> [WHAT YOU HAVE TO DO]: Could you give back every record below exactly, leaving out the pictures?

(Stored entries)

== Segment start ==

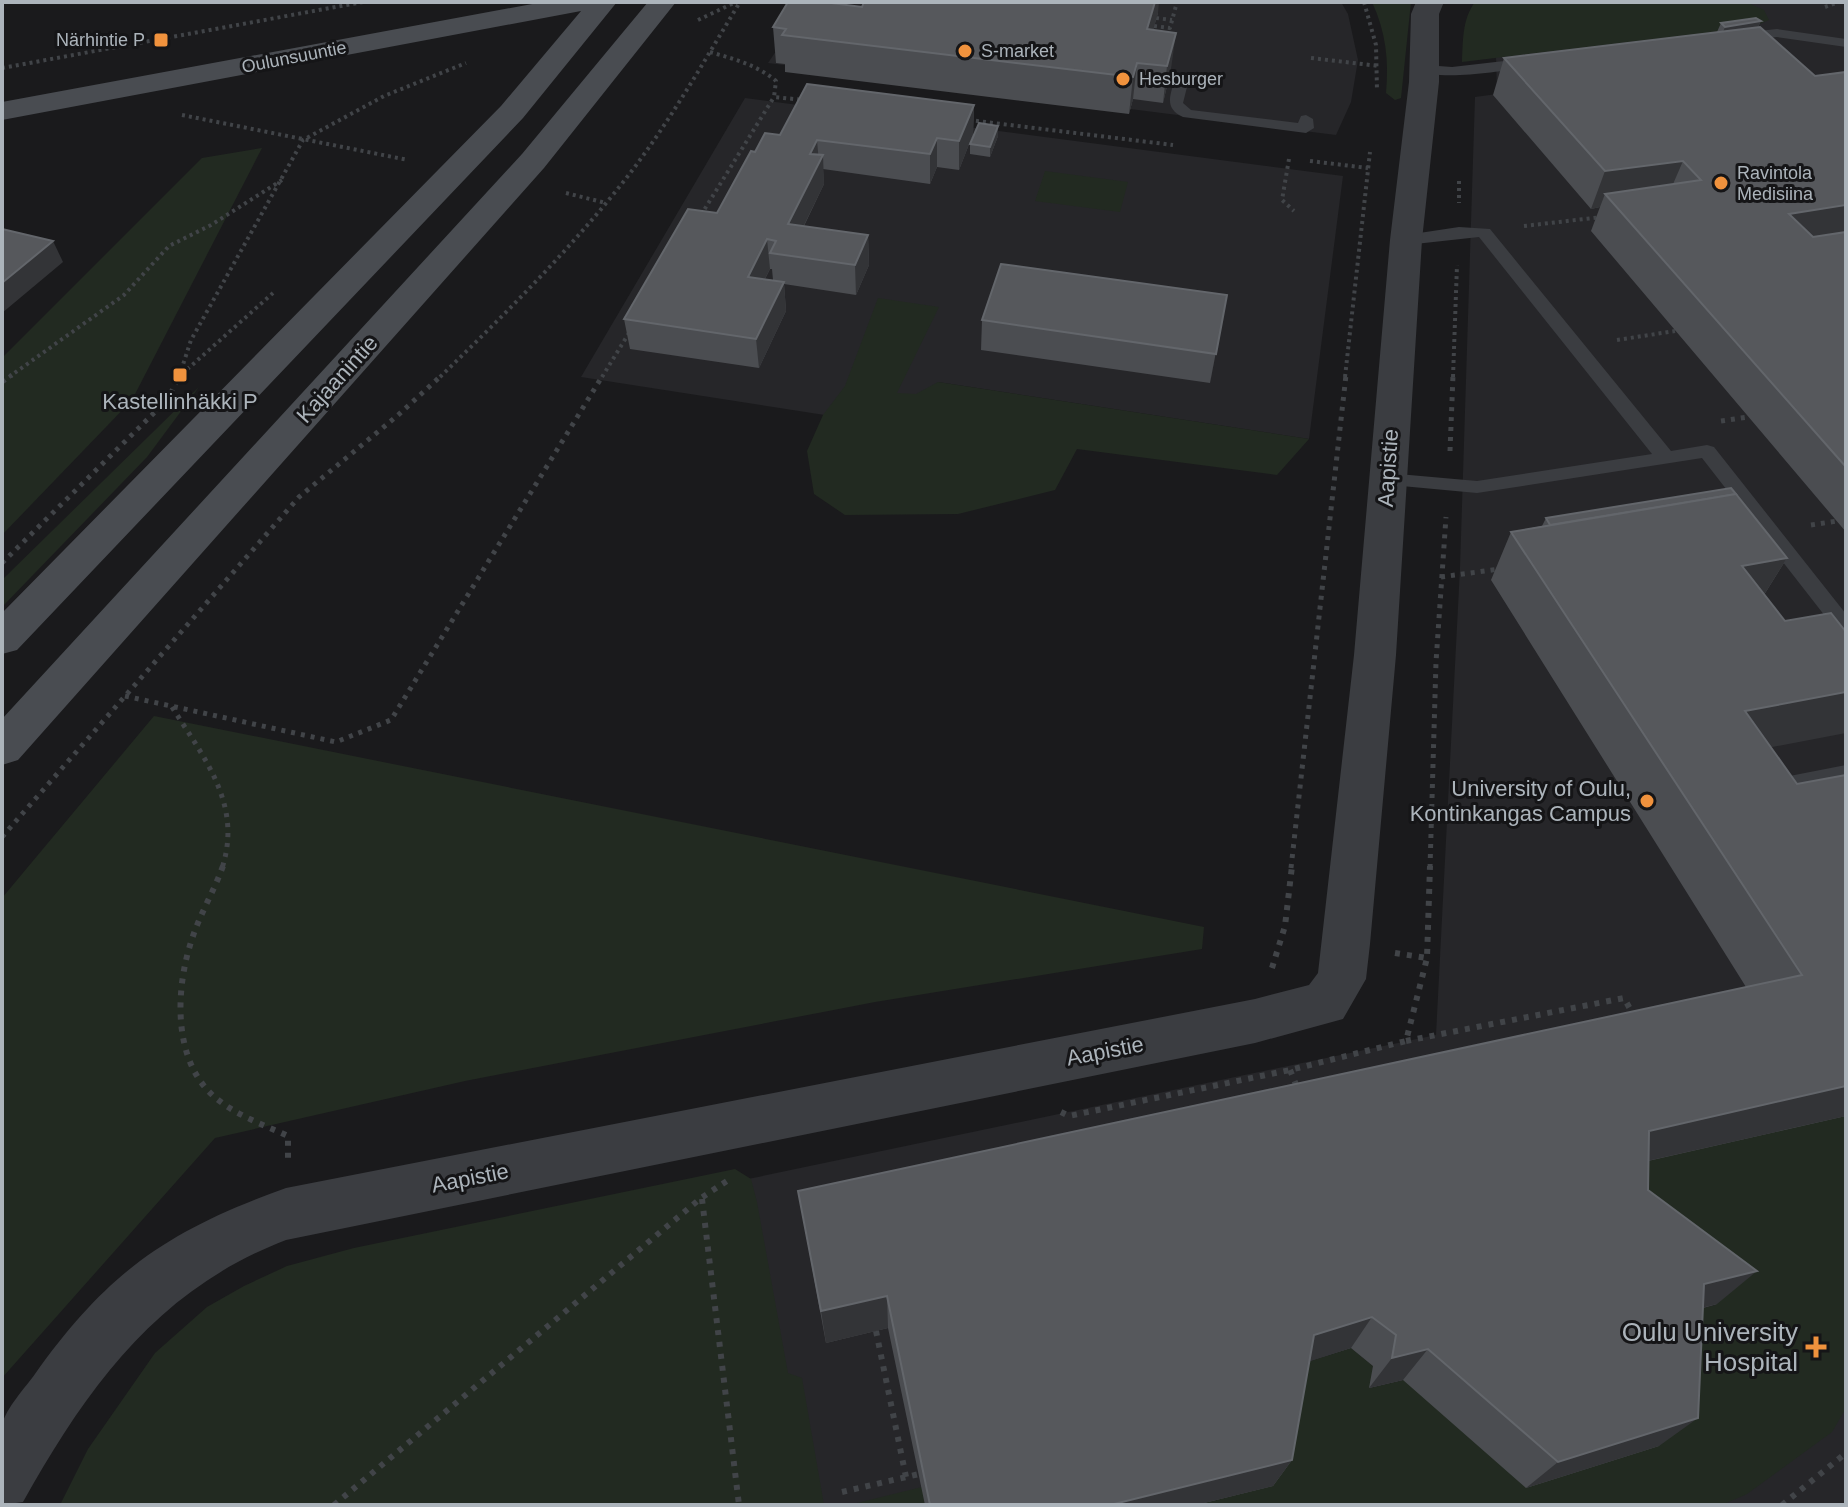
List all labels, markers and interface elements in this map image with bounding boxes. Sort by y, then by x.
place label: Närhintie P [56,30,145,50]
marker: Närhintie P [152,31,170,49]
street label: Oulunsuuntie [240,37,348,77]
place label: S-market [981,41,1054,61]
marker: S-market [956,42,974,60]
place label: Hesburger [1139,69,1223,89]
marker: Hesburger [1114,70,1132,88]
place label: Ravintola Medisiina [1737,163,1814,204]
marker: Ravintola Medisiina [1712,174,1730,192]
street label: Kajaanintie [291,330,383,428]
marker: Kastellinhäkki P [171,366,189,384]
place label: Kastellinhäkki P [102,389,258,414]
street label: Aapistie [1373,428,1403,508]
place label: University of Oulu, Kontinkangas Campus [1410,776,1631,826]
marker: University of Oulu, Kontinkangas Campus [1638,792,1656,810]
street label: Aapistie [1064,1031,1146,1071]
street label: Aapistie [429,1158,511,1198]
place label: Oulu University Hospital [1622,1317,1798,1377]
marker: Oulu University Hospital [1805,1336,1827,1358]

== Segment end ==

> [OUTPUT OF THE EXERCISE]:
List all labels, markers and interface elements in this map image with bounding boxes. Sort by y, then by x.
place label: Närhintie P [56,30,145,50]
marker: Närhintie P [152,31,170,49]
street label: Oulunsuuntie [240,37,348,77]
place label: S-market [981,41,1054,61]
marker: S-market [956,42,974,60]
place label: Hesburger [1139,69,1223,89]
marker: Hesburger [1114,70,1132,88]
place label: Ravintola Medisiina [1737,163,1814,204]
marker: Ravintola Medisiina [1712,174,1730,192]
street label: Kajaanintie [291,330,383,428]
marker: Kastellinhäkki P [171,366,189,384]
place label: Kastellinhäkki P [102,389,258,414]
street label: Aapistie [1373,428,1403,508]
place label: University of Oulu, Kontinkangas Campus [1410,776,1631,826]
marker: University of Oulu, Kontinkangas Campus [1638,792,1656,810]
street label: Aapistie [1064,1031,1146,1071]
street label: Aapistie [429,1158,511,1198]
place label: Oulu University Hospital [1622,1317,1798,1377]
marker: Oulu University Hospital [1805,1336,1827,1358]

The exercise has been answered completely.